• _Work item_
The lines you return should be those containing the string "strokeStyle", taken from the data below.

=== Extracted data ===

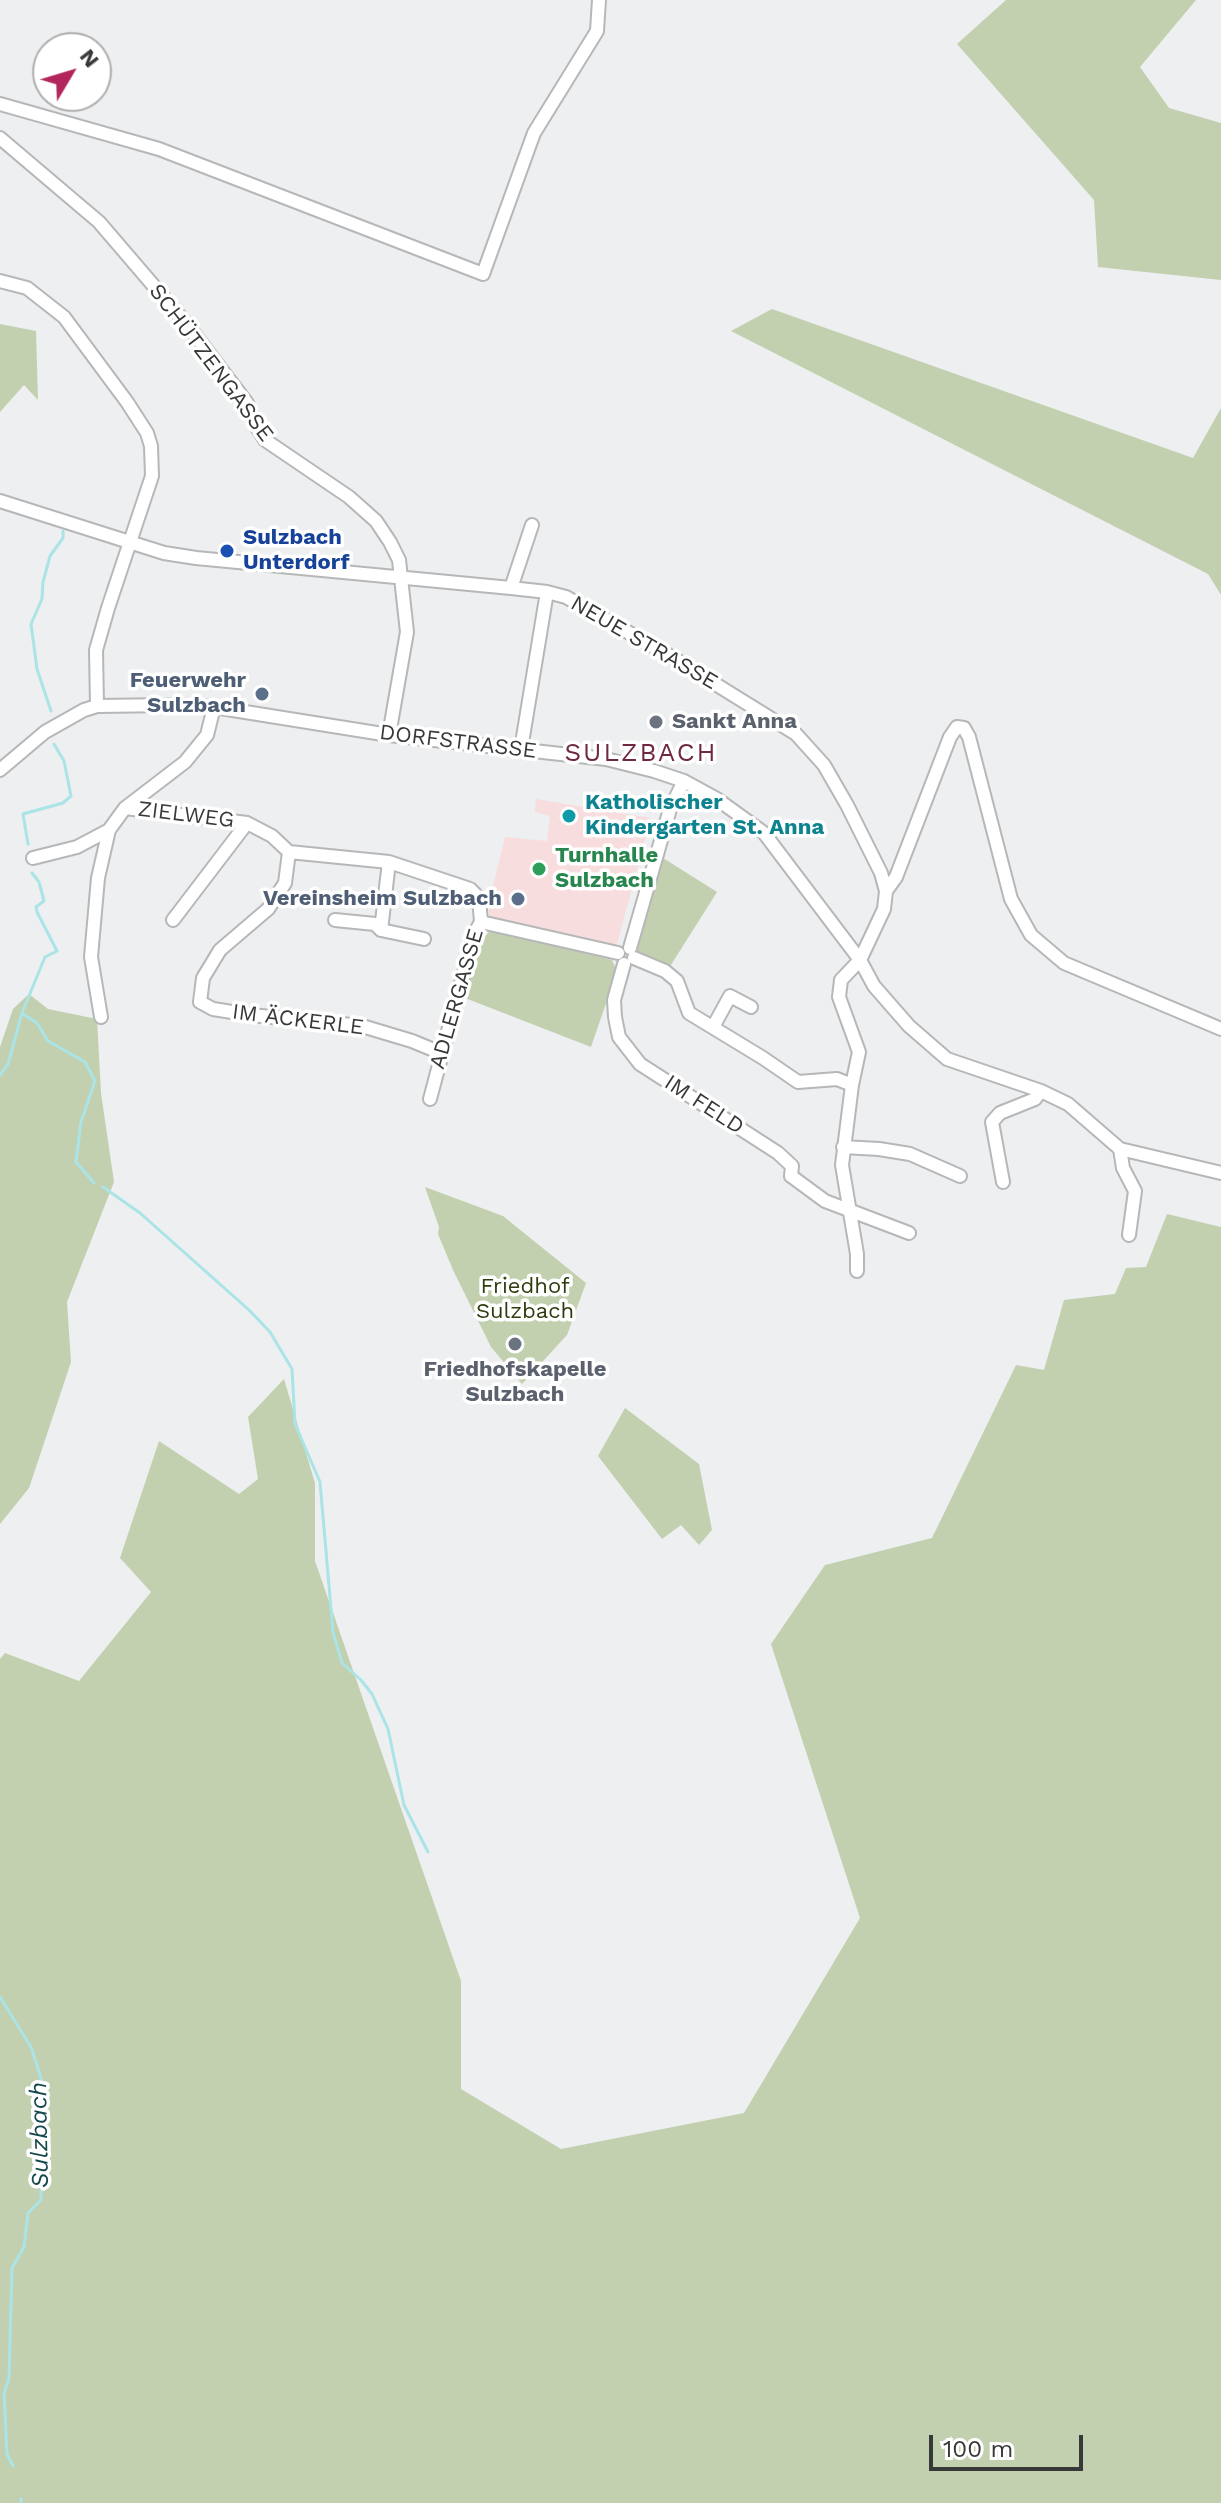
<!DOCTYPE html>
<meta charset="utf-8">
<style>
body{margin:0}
#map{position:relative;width:1221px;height:2503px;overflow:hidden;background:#edeff0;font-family:"Work Sans",sans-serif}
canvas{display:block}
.north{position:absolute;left:32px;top:32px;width:80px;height:80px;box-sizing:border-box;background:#fff;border:2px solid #afafaf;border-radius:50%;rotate:52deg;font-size:22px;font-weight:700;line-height:32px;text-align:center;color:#373838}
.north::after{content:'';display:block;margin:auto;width:28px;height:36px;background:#b3265c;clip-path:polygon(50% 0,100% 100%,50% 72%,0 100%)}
.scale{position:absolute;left:929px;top:2435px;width:154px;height:36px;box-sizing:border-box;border:4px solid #373838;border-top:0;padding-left:10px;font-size:24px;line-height:28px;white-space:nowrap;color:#373838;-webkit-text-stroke:6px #fff;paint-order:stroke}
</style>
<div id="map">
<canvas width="1221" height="2503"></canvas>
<div class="north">N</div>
<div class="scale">100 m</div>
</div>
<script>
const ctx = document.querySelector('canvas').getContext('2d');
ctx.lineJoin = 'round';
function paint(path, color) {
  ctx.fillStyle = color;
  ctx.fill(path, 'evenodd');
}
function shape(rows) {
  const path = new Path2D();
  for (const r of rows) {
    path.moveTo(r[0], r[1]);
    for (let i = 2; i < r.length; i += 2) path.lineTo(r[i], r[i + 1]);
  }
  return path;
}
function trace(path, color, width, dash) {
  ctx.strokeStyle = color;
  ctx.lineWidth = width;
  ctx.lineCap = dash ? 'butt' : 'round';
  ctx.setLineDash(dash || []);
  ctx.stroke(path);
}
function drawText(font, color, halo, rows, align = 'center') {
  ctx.font = font + ' "Work Sans",sans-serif';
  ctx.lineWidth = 7;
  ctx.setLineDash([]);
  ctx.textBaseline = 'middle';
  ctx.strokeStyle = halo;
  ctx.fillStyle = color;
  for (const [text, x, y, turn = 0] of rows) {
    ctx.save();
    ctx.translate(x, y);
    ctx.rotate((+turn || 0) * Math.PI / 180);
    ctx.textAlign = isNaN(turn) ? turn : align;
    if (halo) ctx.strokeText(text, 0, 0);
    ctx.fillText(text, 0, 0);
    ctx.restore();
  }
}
paint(shape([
 [536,799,651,818,617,944,613,950,490,917,488,906,505,837,547,841,550,816,535,812]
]), '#f8ddde');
paint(shape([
 [1006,0,1196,0,1140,67,1169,108,1221,123,1221,280,1098,267,1094,200,957,44],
 [772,309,1193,458,1221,408,1221,595,1208,574,731,331],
 [0,324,36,331,38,400,24,385,0,412],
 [663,858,717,892,669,968,639,954,636,947],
 [492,929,612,960,616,969,612,986,591,1047,465,998,481,940],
 [29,994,48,1009,97,1019,101,1093,114,1182,67,1302,71,1362,29,1488,0,1524,0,1047,13,1009],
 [425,1187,503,1216,586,1283,567,1335,522,1384,491,1347,453,1270,438,1234,439,1227],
 [1167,1214,1221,1227,1221,2503,0,2503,0,1659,5,1653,79,1681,151,1592,120,1558,159,1441,239,1494,258,1479,248,1417,284,1379,315,1483,315,1561,461,1981,461,2089,561,2149,744,2113,860,1918,771,1644,825,1565,932,1538,1016,1365,1044,1370,1064,1300,1115,1294,1126,1268,1146,1267],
 [625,1408,699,1464,712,1530,699,1545,681,1525,662,1539,598,1456]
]), '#c2d0af');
trace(shape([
 [51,711,37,669,31,624,42,599,43,582,50,556,63,538,63,531],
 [28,844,23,814,63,803,71,796,64,761,54,744],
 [23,1014,37,1023,48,1041,85,1062,95,1081,81,1122,76,1162,94,1183],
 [0,1075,8,1064,22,1013,45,957,57,951,37,912,36,907,44,901,39,882,32,873],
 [103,1187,140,1213,249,1310,270,1332,292,1369,295,1424,320,1482,333,1632,342,1663,361,1680,372,1694,388,1729,404,1805,428,1852],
 [0,1997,31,2047,42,2081,41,2200,28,2213,24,2247,12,2268,9,2379,4,2393,7,2454,13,2466],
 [21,2499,21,2503]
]), '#aae4e7', 3);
const minor = shape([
 [0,104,159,149,483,274,534,133,597,31,599,0],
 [0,138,99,222,189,327,247,403,258,429,265,440,349,497,376,521,390,542,399,560,407,632,389,735],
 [0,281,27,288,64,317,127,402,147,433,151,446,152,476,108,608,96,650,97,706],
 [0,501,164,553,196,558,511,588,547,592,566,597,675,659,796,734,824,765,847,805,881,873,886,891,884,909,860,960,841,980,839,997,859,1052,852,1085,842,1165,857,1254,857,1271],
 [511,588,532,525],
 [521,749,547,592],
 [0,770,45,732,84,710,97,706,173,705,214,707,389,735,606,759,654,771,684,781,717,799,764,833,860,960,874,986,909,1026,947,1059,1041,1091,1068,1104,1120,1149,1221,1173],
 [125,808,247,823,272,836,289,852,389,862,470,889,479,898,481,922,476,931,459,990,430,1099],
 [289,852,285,883,268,909,220,950,203,978,200,1002,213,1009,251,1015,362,1026,412,1041,441,1053],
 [33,858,77,847,109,830,125,808,185,762,207,735,214,707],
 [886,891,896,877,950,737,957,727,964,728,969,737,1011,899,1031,935,1064,963,1221,1029],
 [173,920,247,823],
 [335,920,375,924,381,930,424,939],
 [481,922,618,953],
 [381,930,389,862],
 [630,948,670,809,684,781],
 [634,958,665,971,677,981,689,1013,763,1058,798,1082,837,1079,852,1085],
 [624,964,614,1000,615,1017,619,1037,640,1064,778,1153,792,1166,791,1176,825,1201,909,1233],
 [101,1017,91,957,98,878,109,830],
 [713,1027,730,996,751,1007],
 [843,1147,879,1149,910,1154,960,1176],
 [1120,1149,1123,1168,1135,1191,1129,1235],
 [1003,1182,992,1122,1000,1113,1035,1099,1041,1091]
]);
trace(minor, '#b6b7b9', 16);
trace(minor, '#fff', 12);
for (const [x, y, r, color] of [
 [227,551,8,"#1a4fb4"],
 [262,694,8,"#5c6f8a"],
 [656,722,8,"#6b7280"],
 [569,816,8,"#0f9aa8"],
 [539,869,8,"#2e9e5b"],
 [518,899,8,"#5c6f8a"],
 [515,1344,8,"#6b7280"]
]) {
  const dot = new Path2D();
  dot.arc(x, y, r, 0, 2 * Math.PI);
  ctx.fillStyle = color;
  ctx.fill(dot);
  trace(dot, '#fff', 3);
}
drawText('22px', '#373838', '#fff', [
 ["SCHÜTZENGASSE",211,363,53],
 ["NEUE STRASSE",644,643,30],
 ["DORFSTRASSE",458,742,7],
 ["ZIELWEG",186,815,7],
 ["ADLERGASSE",457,999,-74],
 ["IM ÄCKERLE",298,1020,7],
 ["IM FELD",704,1105,33]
]);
drawText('bold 22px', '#164399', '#fff', [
 ["Sulzbach",243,538],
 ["Unterdorf",243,563]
], 'left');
drawText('bold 22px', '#4e5e75', '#fff', [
 ["Feuerwehr",246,681],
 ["Sulzbach",246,706],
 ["Vereinsheim Sulzbach",502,899]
], 'right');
drawText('bold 22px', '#5b616d', '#fff', [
 ["Sankt Anna",672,722],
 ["Friedhofskapelle",515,1370,"center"],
 ["Sulzbach",515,1395,"center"]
], 'left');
drawText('bold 22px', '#0d838f', '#fff', [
 ["Katholischer",585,803],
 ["Kindergarten St. Anna",585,828]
], 'left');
drawText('bold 22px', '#27864d', '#fff', [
 ["Turnhalle",555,856],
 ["Sulzbach",555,881]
], 'left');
drawText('22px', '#2d3c0e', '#fff', [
 ["Friedhof",525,1287],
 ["Sulzbach",525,1312]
]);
drawText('italic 24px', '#14484b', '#fff', [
 ["Sulzbach",40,2135,-91]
]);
ctx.letterSpacing = '2px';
drawText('26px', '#6e293f', '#fff', [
 ["SULZBACH",641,753]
]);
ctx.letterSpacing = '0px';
</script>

===

• _Result of this exercise_
  ctx.strokeStyle = color;
  ctx.strokeStyle = halo;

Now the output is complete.